In a blog post on Tuesday, the Project cited a 2023 open letter from carbon reduction advocacy org iMasons’ Climate Accord that points out that concrete is a significant source of CO2 emissions – perhaps as much as 11 percent of the global total.
Concrete belches out lots of carbon dioxide for two reasons. One is that the cement component of concrete is often made with limestone, which releases the gas as it’s heated. Energy needed to make cement is also a big contributor to concrete-related emissions.
Low-carbon concrete exists, but the Project (OCP) notes it’s not widely deployed or understood.
But the role concrete plays in the datacenter is well-known: It provides the solid foundation on which the racks rest, and is present in other structural elements.

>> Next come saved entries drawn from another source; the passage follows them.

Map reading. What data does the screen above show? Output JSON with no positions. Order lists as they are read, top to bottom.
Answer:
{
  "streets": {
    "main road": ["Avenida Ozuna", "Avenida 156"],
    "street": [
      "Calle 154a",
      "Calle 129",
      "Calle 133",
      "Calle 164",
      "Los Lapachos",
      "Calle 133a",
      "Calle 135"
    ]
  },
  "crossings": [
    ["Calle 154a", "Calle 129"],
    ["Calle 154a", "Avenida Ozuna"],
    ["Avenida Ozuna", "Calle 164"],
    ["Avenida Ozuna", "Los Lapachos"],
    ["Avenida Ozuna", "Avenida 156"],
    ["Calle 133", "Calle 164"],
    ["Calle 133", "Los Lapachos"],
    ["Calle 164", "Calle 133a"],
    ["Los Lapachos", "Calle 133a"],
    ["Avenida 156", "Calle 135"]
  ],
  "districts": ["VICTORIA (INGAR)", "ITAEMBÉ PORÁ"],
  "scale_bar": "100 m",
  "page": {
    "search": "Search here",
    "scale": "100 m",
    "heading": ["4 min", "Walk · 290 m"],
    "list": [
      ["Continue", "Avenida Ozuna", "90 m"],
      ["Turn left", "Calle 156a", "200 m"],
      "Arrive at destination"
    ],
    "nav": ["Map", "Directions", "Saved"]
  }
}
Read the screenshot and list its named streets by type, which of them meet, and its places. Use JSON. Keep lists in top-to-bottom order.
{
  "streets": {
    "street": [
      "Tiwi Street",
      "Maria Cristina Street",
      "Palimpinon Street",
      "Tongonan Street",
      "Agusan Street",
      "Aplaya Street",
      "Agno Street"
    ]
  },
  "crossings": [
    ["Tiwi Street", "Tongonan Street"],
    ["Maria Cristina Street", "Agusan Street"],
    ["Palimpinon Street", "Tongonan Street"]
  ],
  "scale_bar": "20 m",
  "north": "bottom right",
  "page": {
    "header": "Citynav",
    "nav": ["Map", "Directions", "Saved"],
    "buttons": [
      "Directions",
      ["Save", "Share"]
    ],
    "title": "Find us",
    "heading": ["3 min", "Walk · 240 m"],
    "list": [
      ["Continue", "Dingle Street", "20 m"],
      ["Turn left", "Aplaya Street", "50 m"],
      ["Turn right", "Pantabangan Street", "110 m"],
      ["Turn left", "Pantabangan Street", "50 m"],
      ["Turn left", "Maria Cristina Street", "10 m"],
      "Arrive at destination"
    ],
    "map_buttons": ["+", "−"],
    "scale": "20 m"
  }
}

Using low-carbon concrete therefore offers datacenter builders and operators the chance to meet the emission-reduction goals they’ve set – and help their tenants reach their own goals – by reducing the quantity of CO2 embedded in a building.
Which is why on August 8 the Project worked with a firm called Wiss, Janney, Elstner Associates – which puts architects, engineers and material scientists to work to develop construction techniques – to pour four slabs, each dedicated to a different low-carbon concrete mixture.
Representatives from AWS, Google, Meta, Microsoft came along to watch the pour, accompanied by senior staff from the Open Compute Project Foundation and even reps from the White House Council on Environmental Quality and the White House Office of Science & Technology Policy.
Those worthies didn’t stick around to watch the concrete dry, which would have been a fantastic use of taxpayers’ money. Others will – and they have a plan to test the slabs under the kind of conditions they would experience if used in a working datacenter.
OCP will use those tests to create a white paper that datacenter builders can use to guide their future use of low-carbon concrete.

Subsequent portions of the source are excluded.